The strength of this timeless fable does not rest in its doubtful historicity, but in its soul-stirring, allegorical message. Epiphany sings aloud the extraordinary claim that God's splendour flames out "like shining from shook foil" (as Gerard Manley Hopkins puts it), in the most dismal of human predicaments.

This belief that the cosmic Christ is immersed in the world's entirety is the starting point for the spiritual pilgrimage. It looks as if things cannot get much better than this. But do not jump the gun. As the 13th- century mystic and poet Hadewijch points out: "He who serves love has a hard adventure."
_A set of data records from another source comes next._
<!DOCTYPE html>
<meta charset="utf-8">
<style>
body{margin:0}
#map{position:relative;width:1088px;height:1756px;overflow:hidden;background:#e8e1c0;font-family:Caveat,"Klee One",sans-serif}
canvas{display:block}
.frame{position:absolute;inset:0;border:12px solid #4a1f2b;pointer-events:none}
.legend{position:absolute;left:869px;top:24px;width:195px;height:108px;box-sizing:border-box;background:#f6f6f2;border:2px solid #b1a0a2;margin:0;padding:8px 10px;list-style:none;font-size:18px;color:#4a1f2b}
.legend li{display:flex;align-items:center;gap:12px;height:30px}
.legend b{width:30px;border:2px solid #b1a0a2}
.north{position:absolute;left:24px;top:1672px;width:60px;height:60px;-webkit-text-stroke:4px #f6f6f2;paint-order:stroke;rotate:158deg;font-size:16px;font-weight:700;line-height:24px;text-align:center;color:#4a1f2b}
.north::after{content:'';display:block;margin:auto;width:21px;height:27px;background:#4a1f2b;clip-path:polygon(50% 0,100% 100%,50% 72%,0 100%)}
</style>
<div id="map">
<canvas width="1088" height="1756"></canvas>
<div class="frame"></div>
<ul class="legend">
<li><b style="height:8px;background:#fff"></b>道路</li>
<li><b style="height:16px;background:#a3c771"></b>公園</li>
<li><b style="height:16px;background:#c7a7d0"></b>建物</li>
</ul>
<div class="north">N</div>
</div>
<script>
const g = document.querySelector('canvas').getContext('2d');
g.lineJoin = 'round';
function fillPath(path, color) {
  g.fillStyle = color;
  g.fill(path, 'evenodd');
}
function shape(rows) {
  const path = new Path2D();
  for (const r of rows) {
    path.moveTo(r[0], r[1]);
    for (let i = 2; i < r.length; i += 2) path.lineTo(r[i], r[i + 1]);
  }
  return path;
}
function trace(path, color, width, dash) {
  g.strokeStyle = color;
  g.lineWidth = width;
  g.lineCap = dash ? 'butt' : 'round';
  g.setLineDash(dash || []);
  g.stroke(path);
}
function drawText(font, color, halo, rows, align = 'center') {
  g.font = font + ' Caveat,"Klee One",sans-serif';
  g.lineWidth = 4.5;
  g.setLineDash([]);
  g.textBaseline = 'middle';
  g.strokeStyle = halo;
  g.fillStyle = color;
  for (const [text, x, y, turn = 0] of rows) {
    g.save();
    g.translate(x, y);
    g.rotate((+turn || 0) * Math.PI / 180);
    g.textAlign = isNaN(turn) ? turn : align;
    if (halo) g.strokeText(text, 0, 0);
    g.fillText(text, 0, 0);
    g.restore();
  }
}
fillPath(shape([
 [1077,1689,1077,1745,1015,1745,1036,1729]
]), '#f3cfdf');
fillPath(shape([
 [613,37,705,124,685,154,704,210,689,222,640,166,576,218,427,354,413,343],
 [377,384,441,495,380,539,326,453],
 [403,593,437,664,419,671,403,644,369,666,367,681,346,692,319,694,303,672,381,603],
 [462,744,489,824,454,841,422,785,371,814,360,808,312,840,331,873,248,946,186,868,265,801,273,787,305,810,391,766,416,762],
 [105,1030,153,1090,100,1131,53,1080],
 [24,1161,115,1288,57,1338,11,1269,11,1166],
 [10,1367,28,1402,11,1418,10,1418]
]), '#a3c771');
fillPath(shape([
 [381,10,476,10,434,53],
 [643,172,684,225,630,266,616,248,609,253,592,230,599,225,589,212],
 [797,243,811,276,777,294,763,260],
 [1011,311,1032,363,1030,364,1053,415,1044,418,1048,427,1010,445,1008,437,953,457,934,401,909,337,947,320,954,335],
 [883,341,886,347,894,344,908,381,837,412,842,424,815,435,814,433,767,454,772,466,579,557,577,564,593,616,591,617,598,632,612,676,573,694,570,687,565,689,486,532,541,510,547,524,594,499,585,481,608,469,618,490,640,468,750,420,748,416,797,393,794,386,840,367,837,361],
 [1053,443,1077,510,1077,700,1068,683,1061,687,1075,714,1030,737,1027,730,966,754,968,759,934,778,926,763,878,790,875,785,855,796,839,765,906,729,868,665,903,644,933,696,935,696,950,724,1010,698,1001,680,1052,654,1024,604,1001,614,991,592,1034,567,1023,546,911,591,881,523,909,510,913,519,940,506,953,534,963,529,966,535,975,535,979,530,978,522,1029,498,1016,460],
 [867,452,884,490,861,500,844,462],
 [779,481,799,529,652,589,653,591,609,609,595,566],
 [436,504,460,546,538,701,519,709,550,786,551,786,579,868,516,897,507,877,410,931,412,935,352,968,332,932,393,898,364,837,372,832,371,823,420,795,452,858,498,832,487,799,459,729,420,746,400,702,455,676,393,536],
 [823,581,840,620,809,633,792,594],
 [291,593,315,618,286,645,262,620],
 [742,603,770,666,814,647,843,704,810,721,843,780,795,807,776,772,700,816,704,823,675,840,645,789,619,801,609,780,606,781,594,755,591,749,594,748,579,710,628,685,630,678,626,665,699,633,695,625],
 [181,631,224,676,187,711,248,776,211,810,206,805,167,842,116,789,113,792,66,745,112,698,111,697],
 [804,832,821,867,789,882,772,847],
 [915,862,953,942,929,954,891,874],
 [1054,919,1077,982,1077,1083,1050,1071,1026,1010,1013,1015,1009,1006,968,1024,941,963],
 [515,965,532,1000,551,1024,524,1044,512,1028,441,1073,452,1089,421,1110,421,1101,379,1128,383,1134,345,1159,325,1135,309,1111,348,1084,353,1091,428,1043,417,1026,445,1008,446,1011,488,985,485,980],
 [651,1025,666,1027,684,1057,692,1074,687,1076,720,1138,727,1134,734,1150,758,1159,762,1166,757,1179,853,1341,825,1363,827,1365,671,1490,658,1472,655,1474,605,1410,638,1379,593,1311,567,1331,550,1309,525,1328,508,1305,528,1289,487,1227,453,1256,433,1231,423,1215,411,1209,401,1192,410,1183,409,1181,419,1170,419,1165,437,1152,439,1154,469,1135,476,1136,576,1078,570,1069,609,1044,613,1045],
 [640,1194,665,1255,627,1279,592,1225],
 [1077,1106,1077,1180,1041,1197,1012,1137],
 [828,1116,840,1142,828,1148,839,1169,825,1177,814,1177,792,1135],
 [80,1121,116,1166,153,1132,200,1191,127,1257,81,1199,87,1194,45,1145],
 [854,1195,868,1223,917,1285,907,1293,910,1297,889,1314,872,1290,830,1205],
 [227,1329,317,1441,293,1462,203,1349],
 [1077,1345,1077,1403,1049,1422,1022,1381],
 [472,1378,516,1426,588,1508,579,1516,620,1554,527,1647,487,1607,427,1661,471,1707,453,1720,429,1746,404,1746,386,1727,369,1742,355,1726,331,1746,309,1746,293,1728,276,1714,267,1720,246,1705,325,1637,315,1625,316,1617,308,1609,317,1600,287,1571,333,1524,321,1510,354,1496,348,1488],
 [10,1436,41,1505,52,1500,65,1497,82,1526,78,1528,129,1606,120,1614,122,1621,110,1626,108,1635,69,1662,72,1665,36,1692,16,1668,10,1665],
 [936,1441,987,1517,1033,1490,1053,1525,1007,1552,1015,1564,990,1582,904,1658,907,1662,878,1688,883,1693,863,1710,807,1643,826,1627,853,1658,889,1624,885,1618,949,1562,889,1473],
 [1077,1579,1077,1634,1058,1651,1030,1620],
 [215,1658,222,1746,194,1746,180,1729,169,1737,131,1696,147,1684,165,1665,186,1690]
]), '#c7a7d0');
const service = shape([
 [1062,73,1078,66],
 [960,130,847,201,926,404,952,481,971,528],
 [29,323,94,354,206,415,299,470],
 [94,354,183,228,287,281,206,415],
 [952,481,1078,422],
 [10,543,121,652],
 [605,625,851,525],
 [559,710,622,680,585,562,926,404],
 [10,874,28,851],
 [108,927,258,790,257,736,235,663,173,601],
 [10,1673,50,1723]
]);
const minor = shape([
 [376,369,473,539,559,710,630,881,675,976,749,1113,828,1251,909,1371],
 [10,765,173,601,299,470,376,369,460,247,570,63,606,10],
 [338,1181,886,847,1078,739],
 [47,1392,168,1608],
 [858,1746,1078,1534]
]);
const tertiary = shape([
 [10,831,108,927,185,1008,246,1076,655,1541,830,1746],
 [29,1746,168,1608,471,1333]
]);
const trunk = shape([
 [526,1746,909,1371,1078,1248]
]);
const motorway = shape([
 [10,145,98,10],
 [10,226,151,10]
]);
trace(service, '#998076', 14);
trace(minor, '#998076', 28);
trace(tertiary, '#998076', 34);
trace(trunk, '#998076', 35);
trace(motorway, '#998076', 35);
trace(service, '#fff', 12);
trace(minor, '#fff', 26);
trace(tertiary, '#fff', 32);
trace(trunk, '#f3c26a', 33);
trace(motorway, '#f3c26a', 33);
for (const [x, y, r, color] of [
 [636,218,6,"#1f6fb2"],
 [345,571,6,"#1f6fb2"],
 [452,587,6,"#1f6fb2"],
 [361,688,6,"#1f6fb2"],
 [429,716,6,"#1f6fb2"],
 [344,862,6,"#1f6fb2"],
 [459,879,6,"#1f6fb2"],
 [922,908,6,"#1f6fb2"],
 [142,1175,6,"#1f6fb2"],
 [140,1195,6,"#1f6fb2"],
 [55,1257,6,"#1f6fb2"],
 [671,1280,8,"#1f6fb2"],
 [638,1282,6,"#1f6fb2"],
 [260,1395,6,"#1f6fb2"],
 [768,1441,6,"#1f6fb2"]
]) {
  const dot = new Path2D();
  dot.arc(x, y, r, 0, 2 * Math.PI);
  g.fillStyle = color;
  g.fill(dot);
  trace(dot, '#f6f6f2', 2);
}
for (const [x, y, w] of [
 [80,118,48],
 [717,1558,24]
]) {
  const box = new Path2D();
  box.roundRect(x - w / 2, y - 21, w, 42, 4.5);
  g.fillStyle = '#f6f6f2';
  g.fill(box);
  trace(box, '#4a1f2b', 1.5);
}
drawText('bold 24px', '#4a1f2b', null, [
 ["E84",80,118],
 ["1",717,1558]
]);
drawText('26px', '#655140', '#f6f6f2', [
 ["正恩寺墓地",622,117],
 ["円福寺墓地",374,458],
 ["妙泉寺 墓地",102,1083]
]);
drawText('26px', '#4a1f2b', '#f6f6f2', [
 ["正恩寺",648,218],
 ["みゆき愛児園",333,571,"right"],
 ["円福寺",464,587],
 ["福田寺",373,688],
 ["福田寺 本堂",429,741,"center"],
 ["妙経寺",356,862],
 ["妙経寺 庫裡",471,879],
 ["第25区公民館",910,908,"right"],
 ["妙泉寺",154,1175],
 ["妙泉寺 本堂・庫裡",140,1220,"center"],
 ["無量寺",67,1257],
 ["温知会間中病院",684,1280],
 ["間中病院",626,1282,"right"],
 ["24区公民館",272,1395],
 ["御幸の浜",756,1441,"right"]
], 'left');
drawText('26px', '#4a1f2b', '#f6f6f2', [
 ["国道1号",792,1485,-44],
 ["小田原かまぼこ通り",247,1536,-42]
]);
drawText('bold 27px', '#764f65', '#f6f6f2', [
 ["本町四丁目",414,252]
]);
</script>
It is easy to see the divine presence in the holy, beautiful, inspiring, and compassionate. Think of Messiaen's ethereal Christmas music, or a candlelit church on the holy night. The crunch comes when we reflect on the earth's tragedy, loss, and inhumanity. It is true that sometimes there are pinpricks of divine light to be seen in unpromising places. Global disasters unleash waves of generosity. Bereavements educe stirrings of sympathy. Sick children touch us at the core. So far so good.

But there are places so dark, so desolate, that we fail to discover a glimmer of light in them. Think of top-security prisons, racial hatred, war zones, torture, and genocide. There is an impenetrable evil, a stifling malevolence about them. All we can do then is to listen to the psalmist's words of encouragement: "Even the darkness is not dark to thee" (Psalm 139.12).

An incident in the life of the Jesuit priest, palaeontologist, and man of prayer Pierre Teilhard de Chardin shows how the world's desolation can be transfigured. Stranded in the desert and unable to celebrate mass, he turned the occasion into a hymn of the universe. The entire creation, with its darkness and light, became his altar; the labours and sufferings of the planet his bread and wine. The chalice and paten symbolised the heart and soul of all humanity.

"Over every living thing which is to spring up, to grow, to flower, to ripen during this day, say again the words, 'This my Body.' And over every death force which waits in readiness to corrode, to wither, to cut down, speak again your commanding words which express the supreme mystery of faith, 'This is my blood.'"

The coming of the Magi into the stable's wilderness echoes these sentiments. Their visit is a reassurance that the world's redemption in the face of profound darkness is a perpetual possibility, and that the sometimes hidden Christ-light is undying.

The Revd David Bryant is a retired priest living in Yorkshire.